Hawks do not hatch doves. This is an axiom in natural history which has no need of demonstration. Had Giacomo Antonelli been gifted at his birth with the simple virtues of an Arcadian shepherd, his village would have instantly disowned him. But the influence of certain events modified his conduct, although they failed to modify his nature. His infancy and his childhood were subjected to two opposing influences. If he received his earliest lessons from successful brigandage, his next teachers were the gendarmerie. When he was hardly four years old, the discharge of a high moral lesson shook his ears: it was the French troops who were shooting brigands in the outskirts of Sonnino. After the return of Pius VII. he witnessed the decapitation of a few neighbouring relatives who had often dandled him on their knees. Under Leo XII. it was still worse. Those wholesome correctives, the wooden horse and the supple-jack, were permanently established in the village square. About once a fortnight the authorities rased the house of some brigand, after sending his family to the galleys, and paying a reward to the informer who had denounced him. St. Peter’s Gate, which adjoins the house of the Antonellis, was ornamented with a garland of human heads, which eloquent relics grinned dogmatically enough in their iron cages. If the stage be a school of life, surely such a stage as this is a rare teacher. Young Giacomo was enabled to reflect upon the inconveniences of brigandage, even before he had tasted its sweets. About him some men of progress had already engaged in industrial pursuits of a less hazardous nature than robbery. His own father, who, it was whispered, had in him the stuff of a Grasparone or a Passatore, instead of exposing himself upon the highways, took to keeping bullocks, he then became an Intendant, and subsequently was made a Municipal Receiver; by which occupations he acquired more money at considerably less risk.

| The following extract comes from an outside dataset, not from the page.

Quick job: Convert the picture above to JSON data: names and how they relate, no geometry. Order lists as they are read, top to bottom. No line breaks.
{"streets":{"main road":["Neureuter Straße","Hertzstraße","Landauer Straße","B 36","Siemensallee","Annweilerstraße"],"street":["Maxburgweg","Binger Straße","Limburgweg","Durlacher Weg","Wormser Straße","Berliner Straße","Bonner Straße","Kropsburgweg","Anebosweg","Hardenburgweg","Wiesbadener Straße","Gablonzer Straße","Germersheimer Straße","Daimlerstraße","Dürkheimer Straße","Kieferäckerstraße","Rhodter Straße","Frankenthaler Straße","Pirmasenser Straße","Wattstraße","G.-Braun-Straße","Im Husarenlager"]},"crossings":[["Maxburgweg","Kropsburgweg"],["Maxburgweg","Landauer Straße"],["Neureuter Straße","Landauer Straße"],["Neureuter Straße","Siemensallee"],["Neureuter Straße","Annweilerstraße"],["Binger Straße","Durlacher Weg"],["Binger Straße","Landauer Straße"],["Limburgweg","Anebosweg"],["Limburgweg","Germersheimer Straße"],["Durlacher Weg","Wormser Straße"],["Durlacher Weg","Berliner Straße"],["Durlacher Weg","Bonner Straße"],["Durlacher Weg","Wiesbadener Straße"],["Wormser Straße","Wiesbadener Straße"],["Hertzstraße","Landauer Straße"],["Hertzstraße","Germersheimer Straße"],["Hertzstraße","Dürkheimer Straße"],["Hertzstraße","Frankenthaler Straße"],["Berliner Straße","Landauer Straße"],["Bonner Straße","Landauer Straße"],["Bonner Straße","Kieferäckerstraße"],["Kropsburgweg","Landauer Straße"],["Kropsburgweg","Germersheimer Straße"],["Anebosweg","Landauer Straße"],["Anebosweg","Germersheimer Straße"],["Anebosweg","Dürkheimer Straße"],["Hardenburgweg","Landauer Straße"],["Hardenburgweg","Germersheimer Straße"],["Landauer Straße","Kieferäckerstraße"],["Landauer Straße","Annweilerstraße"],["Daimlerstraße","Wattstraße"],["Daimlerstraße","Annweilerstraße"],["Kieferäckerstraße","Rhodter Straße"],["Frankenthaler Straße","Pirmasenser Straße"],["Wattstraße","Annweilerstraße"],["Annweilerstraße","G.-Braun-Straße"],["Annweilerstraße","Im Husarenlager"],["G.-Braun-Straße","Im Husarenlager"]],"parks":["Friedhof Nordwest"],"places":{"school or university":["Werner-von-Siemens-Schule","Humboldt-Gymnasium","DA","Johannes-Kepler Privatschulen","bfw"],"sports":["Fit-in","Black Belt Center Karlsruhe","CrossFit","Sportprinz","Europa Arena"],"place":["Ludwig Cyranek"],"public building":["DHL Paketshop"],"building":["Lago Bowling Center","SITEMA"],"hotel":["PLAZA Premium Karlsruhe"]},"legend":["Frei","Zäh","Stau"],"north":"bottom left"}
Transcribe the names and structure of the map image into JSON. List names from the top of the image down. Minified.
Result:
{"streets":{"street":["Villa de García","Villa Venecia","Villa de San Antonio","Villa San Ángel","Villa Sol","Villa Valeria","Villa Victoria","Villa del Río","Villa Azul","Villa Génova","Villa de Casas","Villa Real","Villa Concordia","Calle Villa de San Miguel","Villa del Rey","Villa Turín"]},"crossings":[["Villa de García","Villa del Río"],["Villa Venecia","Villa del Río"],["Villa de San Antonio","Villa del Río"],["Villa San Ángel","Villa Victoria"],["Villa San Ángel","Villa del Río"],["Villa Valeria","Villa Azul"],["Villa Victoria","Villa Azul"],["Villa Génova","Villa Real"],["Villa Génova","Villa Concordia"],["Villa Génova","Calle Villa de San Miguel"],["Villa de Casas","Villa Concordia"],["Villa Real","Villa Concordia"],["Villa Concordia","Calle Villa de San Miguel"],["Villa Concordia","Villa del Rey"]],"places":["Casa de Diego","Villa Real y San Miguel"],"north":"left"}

The young Antonelli hesitated for some time as to the choice of a calling. His natural vocation was that of the inhabitants of Sonnino in general, to live in plenty, to enjoy every sort of pleasure, to make himself at home everywhere, to be dependent upon nobody, to rule others, and to frighten them, if necessary, but, above all, to violate the laws with impunity. With the view of attaining so lofty an end without exposing his life, for which he ever had a most particular regard, he entered the great seminary of Rome.
In our land of scepticism, a young man enters the seminary with the hope of being ordained a priest: Antonelli entered it with the opposite intention. But in the capital of the Catholic Church, young Levites of ordinary intelligence become magistrates, prefects, councillors of state, and ministers, while the “dry fruit is thought good enough for making priests.”